Other meals and snacks you can try include the following:
- Add a fiber source, such as nuts, on top of Greek yogurt.
- Have poached or scrambled eggs on top of whole-wheat bread.
- Make a grain bowl with quinoa and fish or chicken.
- Try a smoothie with chia seeds (rich in fiber) and protein powder or yogurt.
- Stir-fry chicken or beef and mushrooms for a nutritious dinner.
- Slice chicken breasts or hard-boiled eggs on top of a salad made with hearty greens like spinach (not lettuce like iceberg or romaine, which has very little fiber).
Any grain and most fruits, vegetables, and nuts are high in fiber, so combining any of those with a protein source is a simple and effective way to get both protein and fiber in your diet.
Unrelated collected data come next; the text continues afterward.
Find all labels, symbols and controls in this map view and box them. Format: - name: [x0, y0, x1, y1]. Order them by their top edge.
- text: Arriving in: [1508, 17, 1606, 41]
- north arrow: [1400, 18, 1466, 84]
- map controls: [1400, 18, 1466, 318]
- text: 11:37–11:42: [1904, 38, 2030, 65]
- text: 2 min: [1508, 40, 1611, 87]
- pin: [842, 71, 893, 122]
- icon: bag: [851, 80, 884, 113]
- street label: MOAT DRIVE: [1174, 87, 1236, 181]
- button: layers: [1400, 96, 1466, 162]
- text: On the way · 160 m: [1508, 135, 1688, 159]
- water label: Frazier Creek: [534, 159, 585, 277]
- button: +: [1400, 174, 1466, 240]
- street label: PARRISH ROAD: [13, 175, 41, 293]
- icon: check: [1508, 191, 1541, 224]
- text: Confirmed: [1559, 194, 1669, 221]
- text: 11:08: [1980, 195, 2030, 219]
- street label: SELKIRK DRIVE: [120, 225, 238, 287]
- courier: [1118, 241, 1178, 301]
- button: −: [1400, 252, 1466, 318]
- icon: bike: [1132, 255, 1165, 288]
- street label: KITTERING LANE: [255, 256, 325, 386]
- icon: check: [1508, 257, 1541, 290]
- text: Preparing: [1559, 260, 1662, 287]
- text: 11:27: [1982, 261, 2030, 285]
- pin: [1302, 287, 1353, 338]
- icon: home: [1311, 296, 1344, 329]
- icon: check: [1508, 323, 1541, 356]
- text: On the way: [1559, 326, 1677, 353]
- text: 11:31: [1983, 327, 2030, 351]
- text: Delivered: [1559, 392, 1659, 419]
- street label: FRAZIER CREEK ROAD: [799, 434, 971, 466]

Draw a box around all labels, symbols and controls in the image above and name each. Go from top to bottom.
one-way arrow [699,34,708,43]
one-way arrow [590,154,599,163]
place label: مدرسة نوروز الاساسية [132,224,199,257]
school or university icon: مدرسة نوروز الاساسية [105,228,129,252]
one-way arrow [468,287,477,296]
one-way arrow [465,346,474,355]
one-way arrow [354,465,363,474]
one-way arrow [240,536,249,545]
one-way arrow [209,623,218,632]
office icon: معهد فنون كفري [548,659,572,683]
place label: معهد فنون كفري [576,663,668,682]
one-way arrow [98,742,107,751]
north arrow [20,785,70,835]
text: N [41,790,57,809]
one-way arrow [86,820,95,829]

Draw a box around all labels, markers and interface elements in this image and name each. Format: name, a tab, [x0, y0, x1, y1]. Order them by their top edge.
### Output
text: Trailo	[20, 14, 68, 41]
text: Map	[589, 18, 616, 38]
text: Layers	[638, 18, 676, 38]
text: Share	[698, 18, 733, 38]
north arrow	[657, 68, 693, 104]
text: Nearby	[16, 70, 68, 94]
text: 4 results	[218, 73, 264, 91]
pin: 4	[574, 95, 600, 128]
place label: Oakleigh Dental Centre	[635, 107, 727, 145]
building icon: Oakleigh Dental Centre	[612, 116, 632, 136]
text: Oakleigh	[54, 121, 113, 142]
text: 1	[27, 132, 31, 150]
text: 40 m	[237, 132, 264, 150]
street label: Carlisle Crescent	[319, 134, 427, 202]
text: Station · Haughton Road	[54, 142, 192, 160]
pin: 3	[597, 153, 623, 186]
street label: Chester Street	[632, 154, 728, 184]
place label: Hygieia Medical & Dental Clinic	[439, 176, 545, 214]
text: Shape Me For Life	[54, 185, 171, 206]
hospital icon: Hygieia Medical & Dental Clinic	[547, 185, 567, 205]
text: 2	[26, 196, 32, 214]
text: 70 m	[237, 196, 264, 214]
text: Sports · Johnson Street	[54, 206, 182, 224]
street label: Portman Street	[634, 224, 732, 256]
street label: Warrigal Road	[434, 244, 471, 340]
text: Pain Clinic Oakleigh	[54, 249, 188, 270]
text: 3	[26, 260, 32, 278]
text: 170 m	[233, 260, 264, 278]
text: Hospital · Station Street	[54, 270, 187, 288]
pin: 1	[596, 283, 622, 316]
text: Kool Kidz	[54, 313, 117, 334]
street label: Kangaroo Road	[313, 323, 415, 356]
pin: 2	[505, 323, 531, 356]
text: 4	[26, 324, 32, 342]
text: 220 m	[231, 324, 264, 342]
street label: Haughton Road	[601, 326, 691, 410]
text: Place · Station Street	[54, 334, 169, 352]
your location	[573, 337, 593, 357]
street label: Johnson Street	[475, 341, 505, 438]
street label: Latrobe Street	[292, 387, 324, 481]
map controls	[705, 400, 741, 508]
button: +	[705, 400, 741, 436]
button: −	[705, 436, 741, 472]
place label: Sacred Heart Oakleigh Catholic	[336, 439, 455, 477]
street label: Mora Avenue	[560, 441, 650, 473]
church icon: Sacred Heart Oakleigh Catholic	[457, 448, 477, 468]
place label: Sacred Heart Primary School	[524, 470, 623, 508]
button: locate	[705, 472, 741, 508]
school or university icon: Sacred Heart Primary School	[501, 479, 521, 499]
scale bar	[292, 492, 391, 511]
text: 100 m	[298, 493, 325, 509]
The possibilities are limitless!
Frequently asked questions

What foods are high in protein and fiber?
Legumes, nuts, and certain grains are high in both protein and fiber. Most of the time, it’ll be easier and more fun to find new combinations of protein and fiber rather than cycling back through the same few foods that have both.
How does fiber interact with protein?
Fiber and protein don’t directly interact much, but they both contribute to feelings of fullness, helping you eat less and lose weight.
What is the 90-30-50 method?
The 90-30-50 method says that you should eat 90 grams of protein, 30 grams of fiber, and 50 grams of healthy fats every day. It started on TikTok, and although it’s a bit oversimplified, it can be a helpful way to try to ensure you’re eating an adequate amount of protein and fiber each day.